TreeLoRA: Hierarchical Gradient Similarity Trees

• The paper introduces TreeLoRA, which integrates hierarchical gradient-based task grouping with layer-wise low-rank adapters to enable efficient continual learning with large models.
• It employs a K-D tree structure and bandit-driven similarity estimation to group tasks and minimize catastrophic forgetting while ensuring rapid adaptation.
• Empirical benchmarks on vision transformers and large language models show significant speedups and constant GPU memory usage, validating its scalable design.

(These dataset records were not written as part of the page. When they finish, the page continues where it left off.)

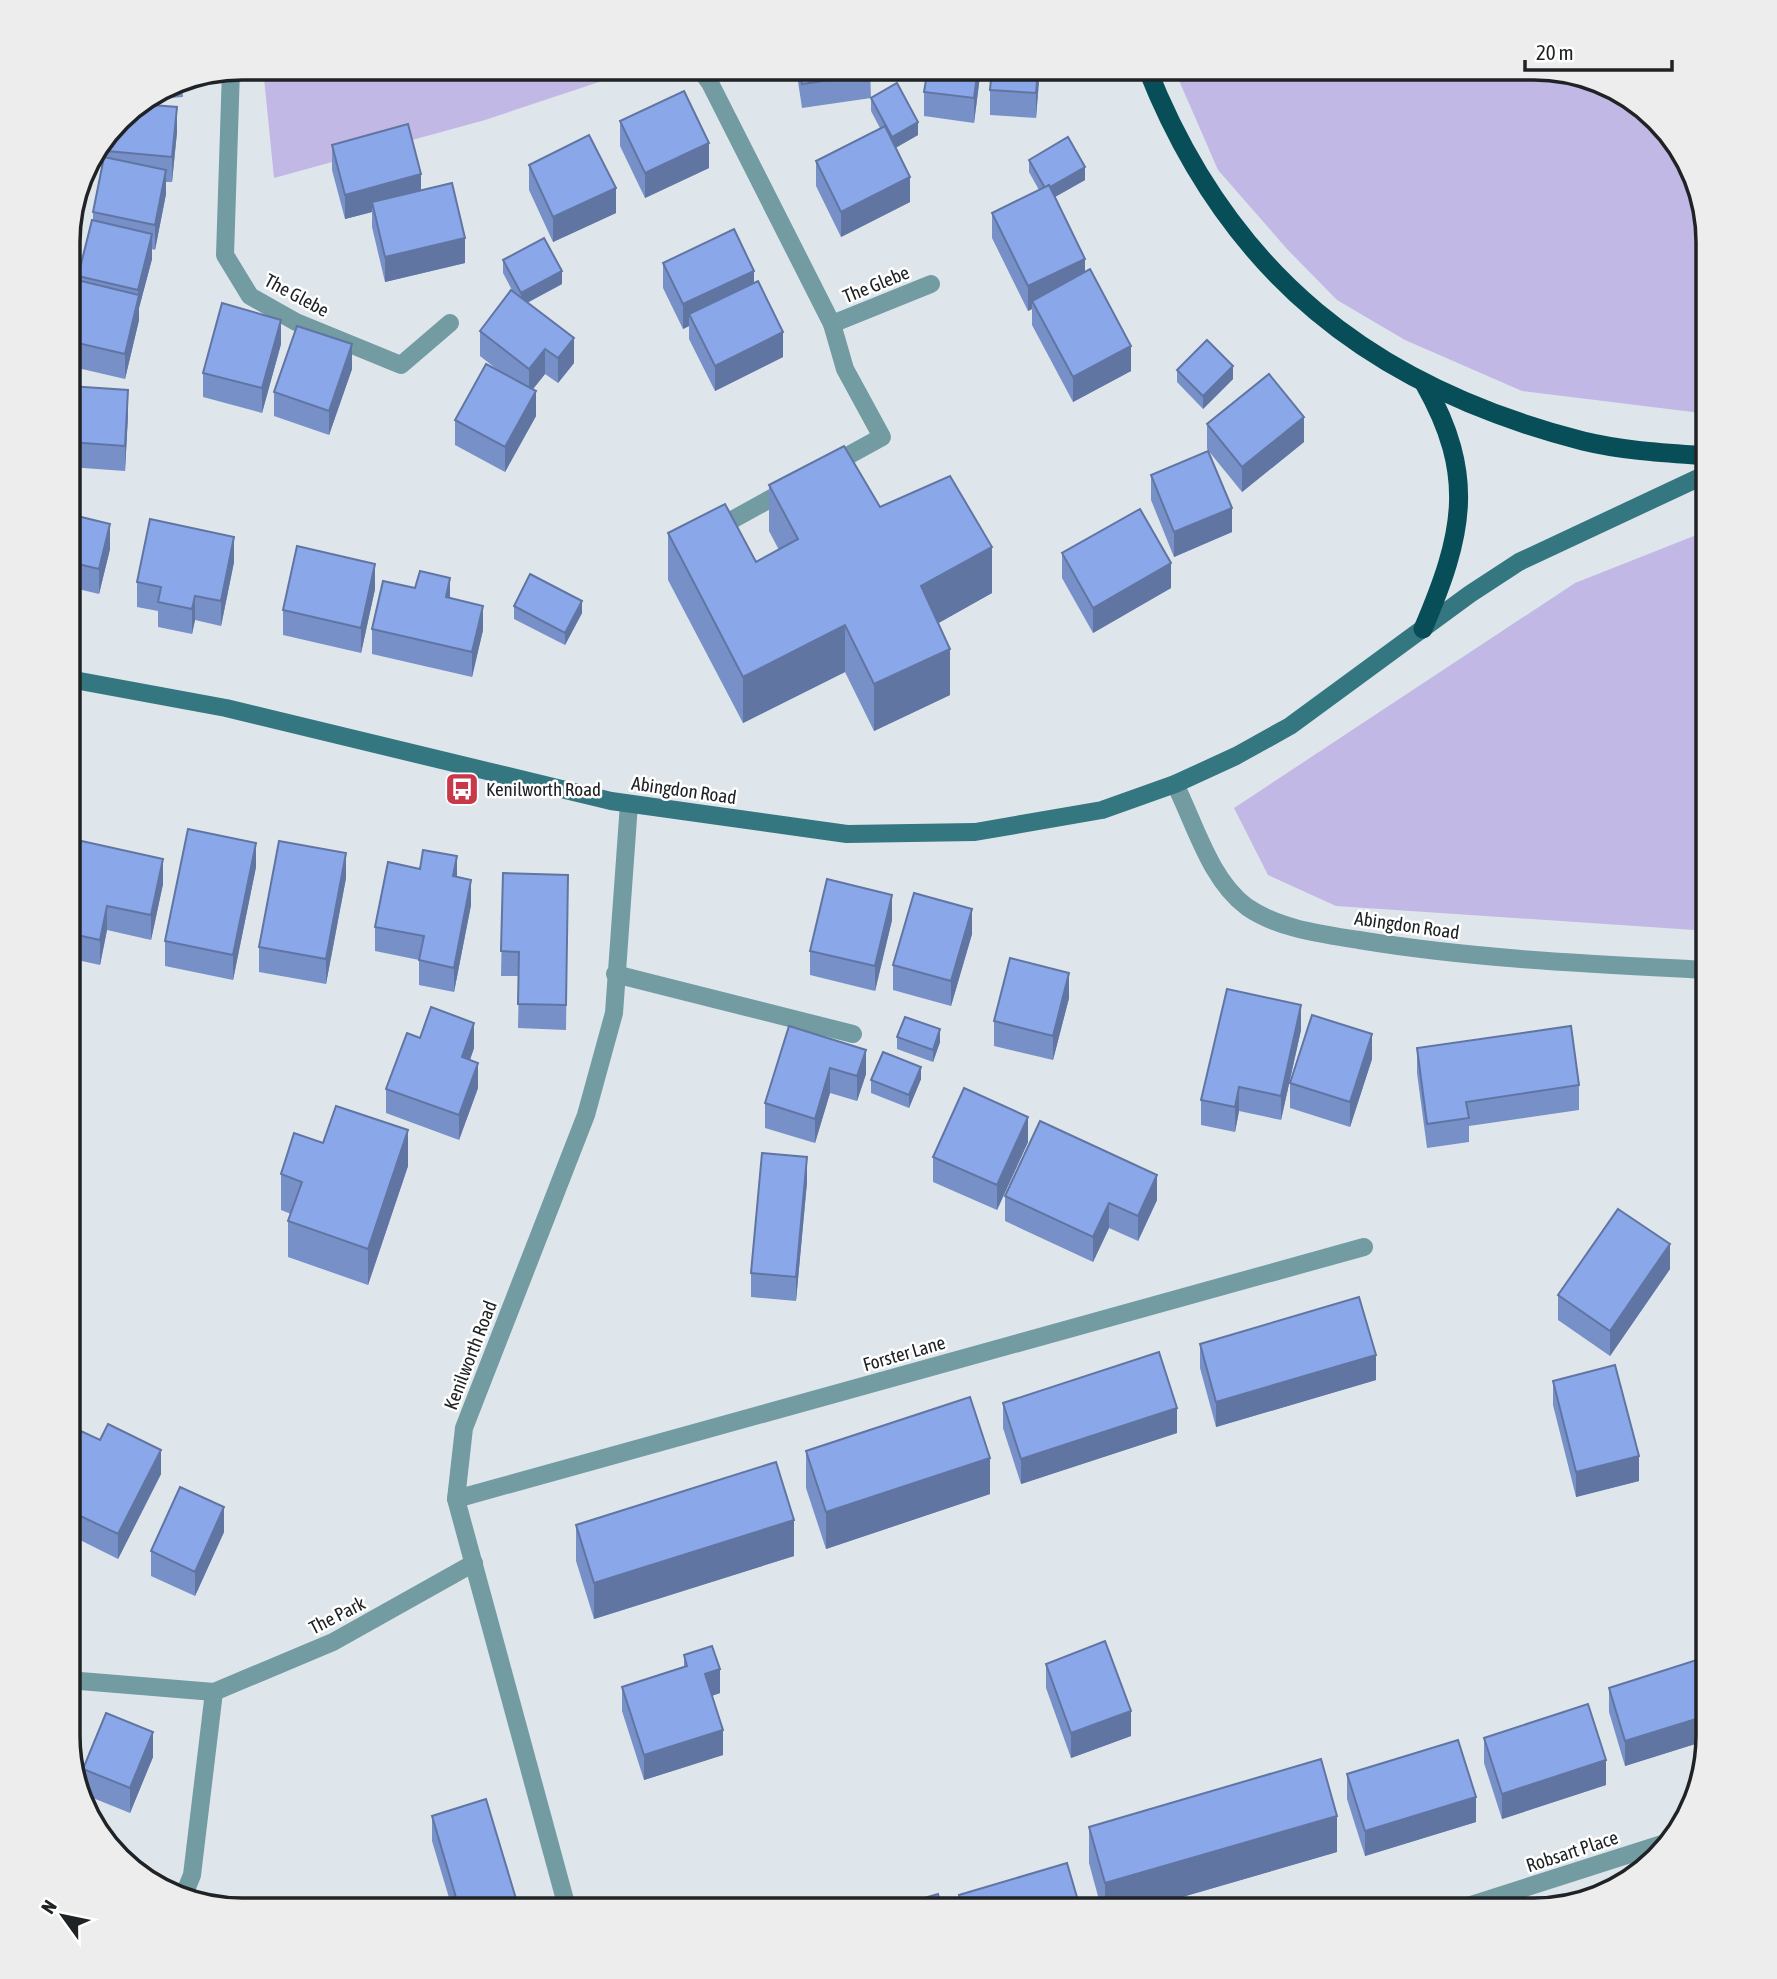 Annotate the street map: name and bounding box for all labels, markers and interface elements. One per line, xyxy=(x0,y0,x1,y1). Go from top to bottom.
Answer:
scale bar xyxy=(1525,28,1672,72)
text: 20 m xyxy=(1536,40,1574,64)
street label: The Glebe xyxy=(840,261,912,307)
street label: The Glebe xyxy=(261,269,333,321)
bus stop icon: Kenilworth Road xyxy=(443,770,481,808)
street label: Abingdon Road xyxy=(630,772,738,808)
place label: Kenilworth Road xyxy=(486,778,601,800)
street label: Abingdon Road xyxy=(1353,907,1461,943)
street label: Kenilworth Road xyxy=(439,1297,501,1413)
street label: Forster Lane xyxy=(860,1331,948,1375)
street label: The Park xyxy=(305,1591,369,1638)
street label: Robsart Place xyxy=(1523,1826,1621,1876)
north arrow xyxy=(28,1881,98,1951)
text: N xyxy=(36,1896,61,1917)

Hierarchical Gradient Similarity Trees, known as TreeLoRA, constitute a continual learning framework that integrates hierarchical gradient-based task grouping with efficient, layer-wise parameter adaptation for large pre-trained models (LPMs), such as vision transformers (ViTs) and LLMs. TreeLoRA addresses challenges inherent to streaming environments—most notably the dual imperative to update models quickly for new tasks while minimizing catastrophic forgetting—by combining a K-D tree-based adapter organization, sparse and selective updating, and a bandit-driven strategy for scalable task similarity estimation.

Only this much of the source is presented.